The sweep of the ruling is staggering:
- If this is in fact how the court ultimately rules, abortion would immediately become illegal in at least 13 states, and more would almost certainly follow. New restrictions in other red states would make the procedure difficult to actually obtain even in many places where it might technically remain legal.
- Women in some parts of the country, particularly the South, would have to travel hundreds of miles to reach an abortion clinic. That would disproportionately disadvantage poor women and women of color.
- Even just a few months ago, there seemed to be a realistic chance the court would significantly constrain the right to an abortion without eliminating it altogether, at least in one fell swoop. But the draft Politico published says that "Roe was egregiously wrong from the start."
The ruling's rhetoric is staggering:
- This draft — which is not necessarily final, but which is labeled as the opinion of the court — does not adopt any sort of reasonable-people-differ-but-here’s-the-law approach. It is a broadside.
The leak itself is staggering:
- This is the first time in modern history that a ruling has leaked before the court issued it publicly.
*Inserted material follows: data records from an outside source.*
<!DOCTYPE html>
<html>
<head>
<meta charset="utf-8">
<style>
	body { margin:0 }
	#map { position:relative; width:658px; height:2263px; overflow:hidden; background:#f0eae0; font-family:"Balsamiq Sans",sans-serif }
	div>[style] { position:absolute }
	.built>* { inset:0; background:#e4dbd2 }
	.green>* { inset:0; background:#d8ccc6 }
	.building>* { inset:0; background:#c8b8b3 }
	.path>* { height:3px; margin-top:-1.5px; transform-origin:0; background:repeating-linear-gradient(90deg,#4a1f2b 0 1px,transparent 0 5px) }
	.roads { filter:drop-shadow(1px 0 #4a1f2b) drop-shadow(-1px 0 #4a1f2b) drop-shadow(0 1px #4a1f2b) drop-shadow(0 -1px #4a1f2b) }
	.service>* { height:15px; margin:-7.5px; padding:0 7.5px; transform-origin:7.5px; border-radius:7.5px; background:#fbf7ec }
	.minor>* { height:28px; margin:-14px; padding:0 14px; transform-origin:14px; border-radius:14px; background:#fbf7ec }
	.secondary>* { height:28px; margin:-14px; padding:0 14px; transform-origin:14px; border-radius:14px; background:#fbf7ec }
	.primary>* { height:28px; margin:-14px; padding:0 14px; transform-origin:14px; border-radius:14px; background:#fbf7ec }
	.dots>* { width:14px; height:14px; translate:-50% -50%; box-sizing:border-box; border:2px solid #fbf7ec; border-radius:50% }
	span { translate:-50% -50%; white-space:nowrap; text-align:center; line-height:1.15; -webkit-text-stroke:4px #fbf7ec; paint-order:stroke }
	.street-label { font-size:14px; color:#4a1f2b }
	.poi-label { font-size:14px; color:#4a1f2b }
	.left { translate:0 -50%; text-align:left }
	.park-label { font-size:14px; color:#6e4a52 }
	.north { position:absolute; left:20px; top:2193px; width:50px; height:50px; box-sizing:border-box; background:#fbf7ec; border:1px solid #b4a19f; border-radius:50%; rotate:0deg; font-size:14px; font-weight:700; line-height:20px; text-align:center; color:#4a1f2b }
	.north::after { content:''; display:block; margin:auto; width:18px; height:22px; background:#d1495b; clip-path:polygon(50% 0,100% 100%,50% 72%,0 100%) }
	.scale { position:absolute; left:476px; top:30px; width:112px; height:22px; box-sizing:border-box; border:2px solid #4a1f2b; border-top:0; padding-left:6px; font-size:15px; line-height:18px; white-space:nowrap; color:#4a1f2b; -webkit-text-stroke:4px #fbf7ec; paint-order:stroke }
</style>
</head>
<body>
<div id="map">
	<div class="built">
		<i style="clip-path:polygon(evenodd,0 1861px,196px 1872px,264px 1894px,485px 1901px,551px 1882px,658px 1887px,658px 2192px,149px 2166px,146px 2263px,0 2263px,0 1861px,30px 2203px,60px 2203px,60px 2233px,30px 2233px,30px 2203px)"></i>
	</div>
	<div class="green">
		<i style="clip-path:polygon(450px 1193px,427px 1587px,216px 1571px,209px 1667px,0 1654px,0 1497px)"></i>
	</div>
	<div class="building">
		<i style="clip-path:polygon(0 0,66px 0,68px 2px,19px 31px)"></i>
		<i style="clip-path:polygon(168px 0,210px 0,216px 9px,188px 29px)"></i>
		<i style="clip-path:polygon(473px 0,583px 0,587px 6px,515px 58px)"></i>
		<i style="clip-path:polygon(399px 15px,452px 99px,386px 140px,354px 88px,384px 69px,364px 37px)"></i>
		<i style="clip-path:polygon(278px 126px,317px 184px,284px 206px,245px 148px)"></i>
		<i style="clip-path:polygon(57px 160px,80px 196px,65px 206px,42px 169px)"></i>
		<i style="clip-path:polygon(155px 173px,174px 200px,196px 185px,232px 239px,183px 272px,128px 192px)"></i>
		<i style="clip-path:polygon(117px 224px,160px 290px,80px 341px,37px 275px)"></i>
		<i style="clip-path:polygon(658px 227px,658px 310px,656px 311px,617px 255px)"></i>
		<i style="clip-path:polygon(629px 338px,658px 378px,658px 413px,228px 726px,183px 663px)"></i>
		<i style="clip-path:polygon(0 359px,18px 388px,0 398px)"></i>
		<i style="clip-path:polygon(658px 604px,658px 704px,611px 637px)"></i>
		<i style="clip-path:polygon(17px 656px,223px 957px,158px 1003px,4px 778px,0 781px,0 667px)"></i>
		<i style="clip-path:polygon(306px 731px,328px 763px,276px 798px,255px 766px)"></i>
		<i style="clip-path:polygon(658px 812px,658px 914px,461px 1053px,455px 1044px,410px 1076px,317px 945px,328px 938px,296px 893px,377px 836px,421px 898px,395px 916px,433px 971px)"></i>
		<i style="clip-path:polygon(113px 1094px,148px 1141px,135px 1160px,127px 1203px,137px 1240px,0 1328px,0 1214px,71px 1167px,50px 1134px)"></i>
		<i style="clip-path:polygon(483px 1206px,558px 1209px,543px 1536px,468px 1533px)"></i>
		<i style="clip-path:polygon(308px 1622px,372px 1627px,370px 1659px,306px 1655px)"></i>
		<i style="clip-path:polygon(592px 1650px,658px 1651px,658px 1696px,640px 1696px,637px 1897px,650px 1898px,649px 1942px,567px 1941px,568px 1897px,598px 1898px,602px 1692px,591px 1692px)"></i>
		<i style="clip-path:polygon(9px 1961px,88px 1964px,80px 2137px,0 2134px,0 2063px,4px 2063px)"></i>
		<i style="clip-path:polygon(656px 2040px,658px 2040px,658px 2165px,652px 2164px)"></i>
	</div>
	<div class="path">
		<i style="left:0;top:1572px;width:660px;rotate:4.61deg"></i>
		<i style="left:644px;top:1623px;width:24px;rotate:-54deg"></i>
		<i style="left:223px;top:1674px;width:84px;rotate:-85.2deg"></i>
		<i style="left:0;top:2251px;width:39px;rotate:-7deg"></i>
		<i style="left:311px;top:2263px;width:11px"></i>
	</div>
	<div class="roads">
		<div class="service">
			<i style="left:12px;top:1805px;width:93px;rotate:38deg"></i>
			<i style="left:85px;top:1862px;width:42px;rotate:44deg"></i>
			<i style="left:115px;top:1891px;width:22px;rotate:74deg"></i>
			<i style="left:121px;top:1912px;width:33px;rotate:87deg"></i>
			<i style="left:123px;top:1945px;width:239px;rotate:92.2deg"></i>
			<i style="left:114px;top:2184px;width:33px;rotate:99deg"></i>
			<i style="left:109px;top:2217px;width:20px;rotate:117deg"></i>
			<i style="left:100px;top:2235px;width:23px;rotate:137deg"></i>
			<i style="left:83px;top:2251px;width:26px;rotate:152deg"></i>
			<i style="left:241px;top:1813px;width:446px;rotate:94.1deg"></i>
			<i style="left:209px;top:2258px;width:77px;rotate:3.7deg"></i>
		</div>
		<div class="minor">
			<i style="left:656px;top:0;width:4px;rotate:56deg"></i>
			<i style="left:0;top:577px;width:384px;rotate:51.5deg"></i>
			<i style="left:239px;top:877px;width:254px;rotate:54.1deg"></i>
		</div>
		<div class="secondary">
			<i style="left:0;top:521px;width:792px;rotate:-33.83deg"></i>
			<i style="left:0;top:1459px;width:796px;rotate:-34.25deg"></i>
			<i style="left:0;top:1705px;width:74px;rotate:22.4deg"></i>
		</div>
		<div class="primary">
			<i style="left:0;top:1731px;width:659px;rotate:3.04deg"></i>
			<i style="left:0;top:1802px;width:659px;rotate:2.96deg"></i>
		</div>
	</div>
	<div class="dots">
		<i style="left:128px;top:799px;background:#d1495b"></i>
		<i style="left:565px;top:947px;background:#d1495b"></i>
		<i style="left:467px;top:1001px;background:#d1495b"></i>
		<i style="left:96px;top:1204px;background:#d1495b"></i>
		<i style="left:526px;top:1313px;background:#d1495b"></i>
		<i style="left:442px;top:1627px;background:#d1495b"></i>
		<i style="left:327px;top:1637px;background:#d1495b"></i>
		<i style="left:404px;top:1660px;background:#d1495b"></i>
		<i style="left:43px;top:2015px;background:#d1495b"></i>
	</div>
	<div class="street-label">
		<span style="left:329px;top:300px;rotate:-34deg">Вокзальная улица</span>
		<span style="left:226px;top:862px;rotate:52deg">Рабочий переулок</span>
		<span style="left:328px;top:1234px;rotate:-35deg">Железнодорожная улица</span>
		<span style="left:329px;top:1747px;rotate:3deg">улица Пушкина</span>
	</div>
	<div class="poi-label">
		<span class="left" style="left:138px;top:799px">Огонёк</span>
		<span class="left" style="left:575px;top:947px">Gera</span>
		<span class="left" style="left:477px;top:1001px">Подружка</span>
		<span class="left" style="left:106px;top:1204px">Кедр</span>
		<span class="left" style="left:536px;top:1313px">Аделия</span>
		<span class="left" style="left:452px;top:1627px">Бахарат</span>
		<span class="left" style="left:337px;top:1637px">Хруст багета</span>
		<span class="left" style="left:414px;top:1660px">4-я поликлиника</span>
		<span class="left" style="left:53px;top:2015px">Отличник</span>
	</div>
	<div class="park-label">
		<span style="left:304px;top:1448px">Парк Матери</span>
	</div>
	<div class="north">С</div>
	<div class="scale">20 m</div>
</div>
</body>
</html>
Our thought bubble: These are the kinds of leaks you see in normal, electoral politics — from campaigns, from Congress and at times from within the executive branch. In those contexts, they're usually an effort by the leaker to either stop something from happening or embarrass the people who made it happen.
- Remember that shortly after Chief Justice John Roberts voted to uphold Obamacare, the fact that he had changed his vote late in the process leaked quickly after the court announced its ruling.
The bottom line: The immediate, potentially life-altering implications for millions of women would be enormous. For the court to so thoroughly and unreservedly toss out its own precedents would have history-altering implications for that institution.
What's next in Roe fight
Nothing is final here. This leak will unleash months of intense public and political pressure on the justices to take a narrower tack.
- Politico reported that five justices had voted initially to overturn Roe — Justice Sam Alito, who wrote the opinion, and Justices Amy Coney Barrett, Neil Gorsuch, Clarence Thomas and Brett Kavanaugh.
- CNN's Joan Biskupic quotes sources as saying Chief Justice John Roberts doesn't want to completely overturn Roe v. Wade — meaning he apparently will dissent, likely with the court's three liberals.
Democrats will spend the next several weeks hoping to peel a vote away from that majority or to push the court to adopt a more incremental ruling.
- That could work, but if five justices are willing to go this far, this fast, right now, then all Democrats can hope for would likely be to delay the inevitable.
🏛️ New push on filibuster: Democratic candidates across the country are demanding the Senate eliminate the filibuster rule — then use 50 votes (plus Vice President Harris' tie-breaker) to pass a bill that would codify abortion rights into law.
- Moderate Democrats, including Sens. Joe Manchin of West Virginia and Kyrsten Sinema of Arizona, have been staunchly opposed to nixing the filibuster. But progressives hope the Roe v. Wade bombshell will turbocharge momentum in the 50-50 Senate.